Seleccionada para los festivales de Toronto y San Sebastián, “Los sonámbulos” marca el retorno al largometraje de Paula Hernández. La directora argentina vuelve tras ocho años con un drama más oscuro que sus filmes previos. La historia está centrada en una madre y una hija en un momento de cambios y replanteos, que se catalizan en medio de una reunión familiar en la víspera de año nuevo.  Contando con un sólido elenco que incluye a Erica Rivas, Marilú Marini, Daniel Hendler, Luis Ziembrowski y Valeria Lois, la película es una producción de la argentina Tarea fina, en coproducción con la uruguaya Oriental Films. Las ventas internacionales están a cargo de Meikincine.

Han pasado ocho años desde tu último largometraje como directora, “Un amor”. ¿Cómo fue regresar al largo después de tanto tiempo y cómo fue este proceso particular?

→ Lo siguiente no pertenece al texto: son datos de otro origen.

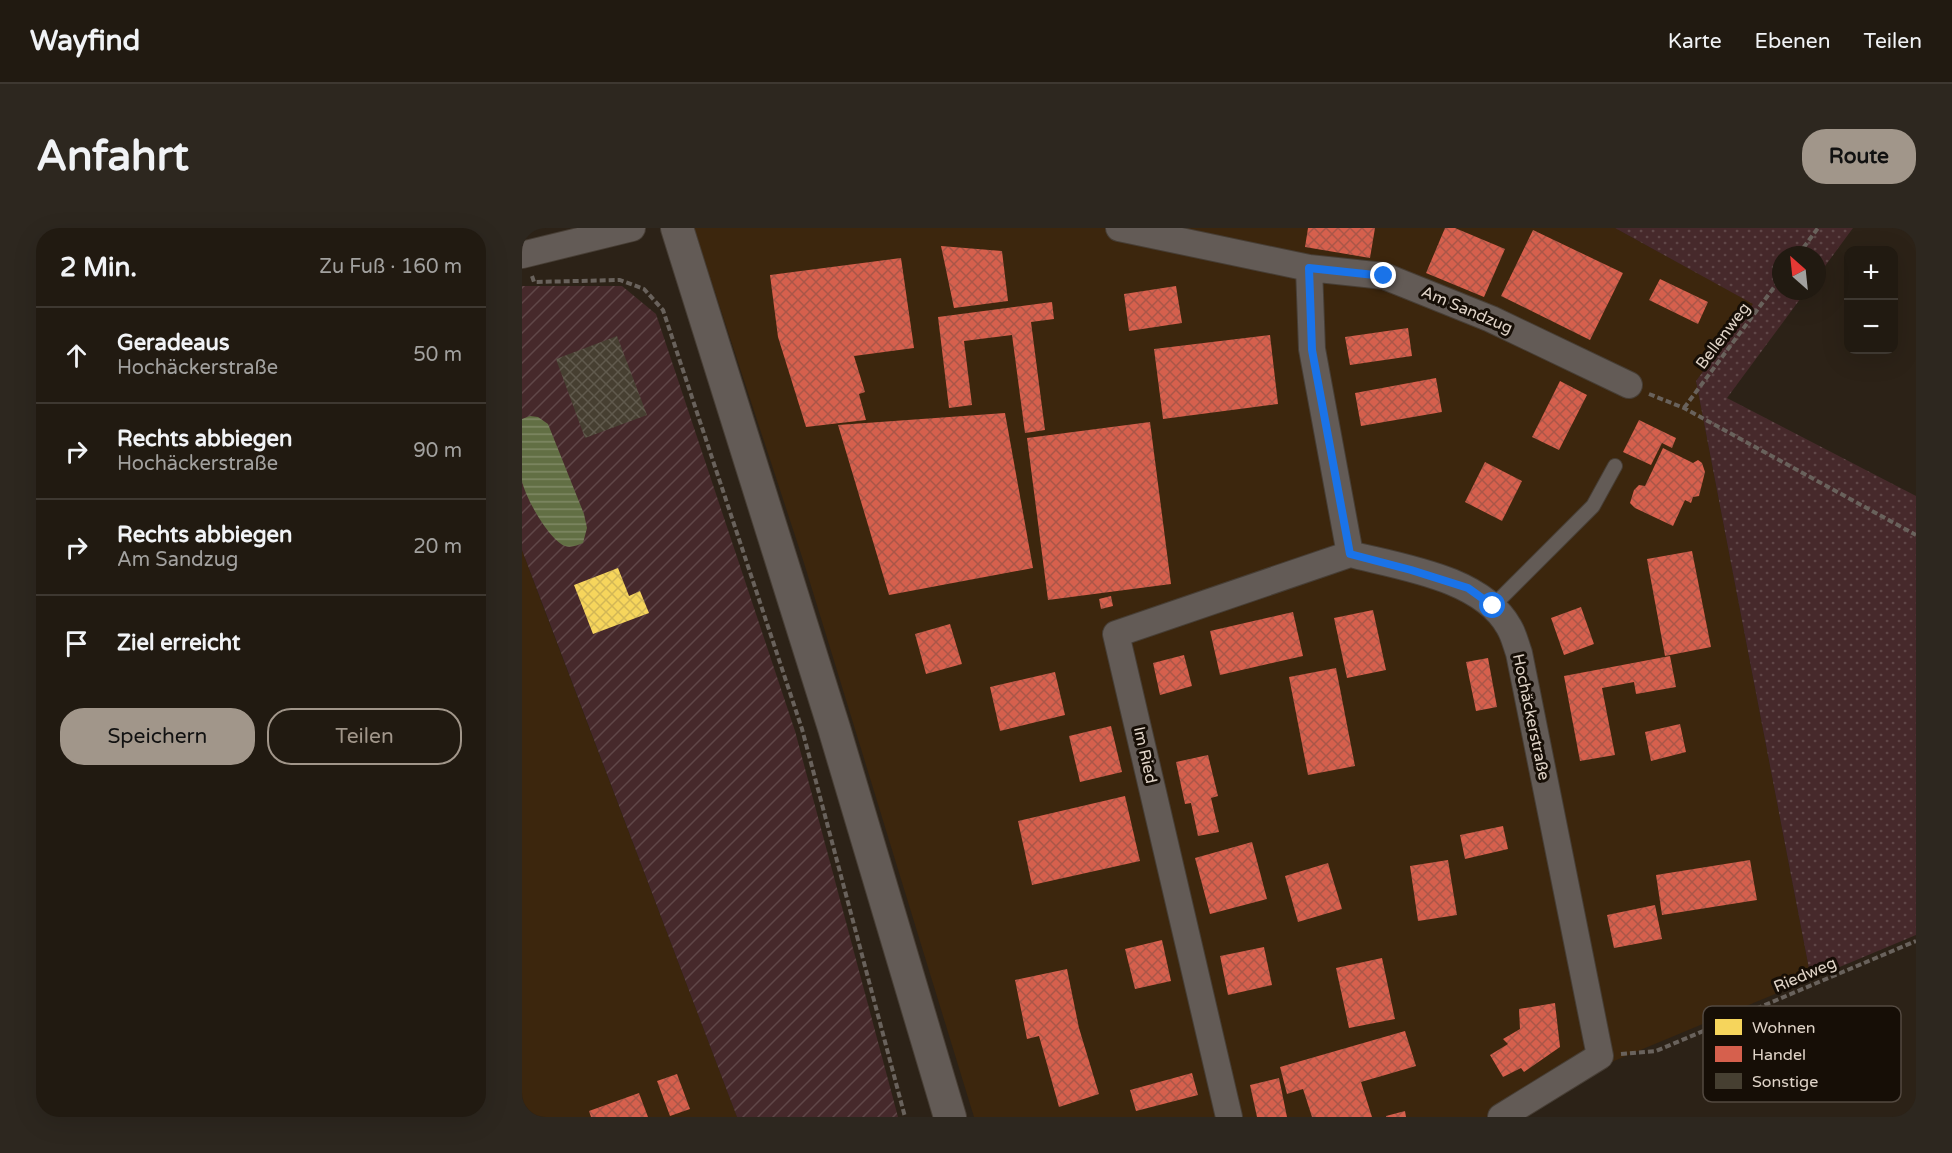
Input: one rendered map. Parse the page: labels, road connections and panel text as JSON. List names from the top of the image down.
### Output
{
  "streets": {
    "street": ["Am Sandzug", "Hochäckerstraße", "Im Ried"],
    "path": ["Bellenweg", "Riedweg"]
  },
  "crossings": [
    ["Hochäckerstraße", "Im Ried"],
    ["Hochäckerstraße", "Riedweg"]
  ],
  "legend": ["Wohnen", "Handel", "Sonstige"],
  "north": "top left",
  "page": {
    "header": "Wayfind",
    "nav": ["Karte", "Ebenen", "Teilen"],
    "buttons": [
      "Route",
      ["Speichern", "Teilen"]
    ],
    "title": "Anfahrt",
    "heading": ["2 Min.", "Zu Fuß · 160 m"],
    "map_buttons": ["+", "−"],
    "list": [
      ["Geradeaus", "Hochäckerstraße", "50 m"],
      ["Rechts abbiegen", "Hochäckerstraße", "90 m"],
      ["Rechts abbiegen", "Am Sandzug", "20 m"],
      "Ziel erreicht"
    ]
  }
}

Tengo la sensación de que “Un amor” cerró una etapa que incluye mis tres primeras películas. Con “Los sonámbulos” siento que asomó algo nuevo, otra etapa, que en realidad asomó en un corto que hice en 2017, “Doce clavos”, donde empecé a pensar en otra forma de abordar el cine, en relación a las temáticas que me interesan, en la forma de narrarlas y  también de producirlas. En estos años de no filmar hubo decisiones personales, como ser madre, y nuevos trabajos, como dar clases, cosas que me implicaron dedicación y que desarrollé mientras no aparecía una idea para una película. No es fácil encontrar que es lo que uno quiere decir. Para mí está bueno filmar cuando hay algo que realmente urge salir, cuando uno tiene inquietudes, preguntas, que vale la poner en contacto con un otro . El guión arrancó muy incipientemente en 2015 y estuvo a punto poco antes de filmar. Pero buscar la financiación fue muy complejo. Si bien teníamos un dinero de Ibermedia y Vision sud est, todo el financiamiento estatal fue muy engorroso, muy demorado. Y cuando ya teníamos el dinero asegurado, tuvimos una espera climática, porque la película debía rodarse en meses de calor. Sin embargo, esos tiempos de espera hicieron que el guión creciera y madurara. Al momento de filmar, creo que el tono estaba definido, es una película muy difícil de tono. Hay una trama pequeña, pero principalmente el foco está puesto en una experiencia emocional, y en cómo esa trama, altera los estados anímicos de los personajes. Es una película que se construye a partir de esa acumulación emocional.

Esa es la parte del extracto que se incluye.